The reactions of seven-coordinate [Fe^III(dapsox)(H₂O)₂]ClO₄·H₂O (1), [Fe^II(H₂dapsox)(H₂O)₂](NO₃)₂·H₂O (2), and [Mn^II(H₂dapsox)(CH₃OH)(H₂O)](ClO₄)₂(H₂O) (3) complexes of the acyclic and rigid pentadentate H₂dapsox ligand [H₂dapsox = 2,6-diacetylpyridinebis(semioxamazide)] with superoxide have been studied spectrophotometrically, electrochemically, and by a submillisecond mixing UV/vis stopped-flow in dimethyl sulfoxide (DMSO). The same studies were performed on the seven-coordinate [Mn^II(Me₂[15]pyridinaneN₅)(H₂O)₂]Cl₂·H₂O (4) complex with the flexible macrocyclic Me₂[15]pyridinaneN₅ ligand (Me₂[15]pyridinaneN₅ = trans-2,13-dimethyl-3,6,9,12,18-pentaazabicyclo[12.3.1]octadeca-1(18),14,16-triene), which belongs to the class of proven superoxide dismutase (SOD) mimetics. The X-ray crystal structures of 2−4 were determined. All complexes possess pentagonal-bipyramidal geometry with the pentadentate ligand in the equatorial plane and solvent molecules in the axial positions.

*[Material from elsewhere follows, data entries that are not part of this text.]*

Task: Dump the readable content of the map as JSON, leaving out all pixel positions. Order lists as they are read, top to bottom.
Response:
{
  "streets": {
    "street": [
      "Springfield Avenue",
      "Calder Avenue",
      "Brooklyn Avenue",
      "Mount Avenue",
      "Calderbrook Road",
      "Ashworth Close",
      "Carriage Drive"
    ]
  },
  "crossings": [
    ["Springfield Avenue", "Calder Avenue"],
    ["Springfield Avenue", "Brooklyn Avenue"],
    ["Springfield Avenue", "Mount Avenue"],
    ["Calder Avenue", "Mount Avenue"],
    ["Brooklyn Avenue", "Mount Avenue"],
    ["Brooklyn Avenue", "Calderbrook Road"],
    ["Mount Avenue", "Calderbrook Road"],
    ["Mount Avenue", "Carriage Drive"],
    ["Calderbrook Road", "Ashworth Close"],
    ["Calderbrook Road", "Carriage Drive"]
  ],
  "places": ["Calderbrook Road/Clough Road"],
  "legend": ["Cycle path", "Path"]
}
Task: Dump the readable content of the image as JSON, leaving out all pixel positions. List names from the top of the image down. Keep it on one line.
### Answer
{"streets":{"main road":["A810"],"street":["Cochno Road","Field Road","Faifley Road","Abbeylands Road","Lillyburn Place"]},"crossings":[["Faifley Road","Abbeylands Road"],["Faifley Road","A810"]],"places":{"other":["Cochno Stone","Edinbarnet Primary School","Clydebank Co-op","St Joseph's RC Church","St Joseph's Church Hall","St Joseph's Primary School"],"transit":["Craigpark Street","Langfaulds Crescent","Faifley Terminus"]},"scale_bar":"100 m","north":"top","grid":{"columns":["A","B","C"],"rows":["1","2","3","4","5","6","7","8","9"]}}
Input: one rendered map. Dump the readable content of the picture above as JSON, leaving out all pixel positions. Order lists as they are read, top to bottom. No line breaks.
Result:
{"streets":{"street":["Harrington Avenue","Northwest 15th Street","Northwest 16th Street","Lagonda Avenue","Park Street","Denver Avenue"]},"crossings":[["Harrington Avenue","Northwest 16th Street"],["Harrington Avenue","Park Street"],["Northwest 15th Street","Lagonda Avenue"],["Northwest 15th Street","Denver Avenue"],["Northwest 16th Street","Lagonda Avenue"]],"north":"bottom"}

The stopped-flow experiments in DMSO (0.06% of water) reveal that all four metal complexes catalyze the fast disproportionation of superoxide under the applied experimental conditions, and the catalytic rate constants are found to be (3.7 ± 0.5) × 10⁶, (3.9 ± 0.5) × 10⁶, (1.2 ± 0.3) × 10⁷, and (5.3 ± 0.8) × 10⁶ M^-1 s^-1 for 1−4, respectively. The cytochrome c McCord−Fridovich (McCF) assay in an aqueous solution at pH = 7.8 resulted in the IC₅₀ values (and corresponding k_McCF constants) for 3 and 4, 0.013 ± 0.001 μM (1.9 ± 0.2 × 10⁸ M^-1 s^-1) and 0.024 ± 0.001 μM (1.1 ± 0.3 × 10⁸ M^-1 s^-1), respectively. IC₅₀ values from a nitroblue tetrazolium assay are found to be 6.45 ± 0.02 and 1.36 ± 0.03 μM for 1 and 4, respectively. The data have been compared with those obtained by direct stopped-flow measurements and discussed in terms of the side reactions that occur under the conditions of indirect assays.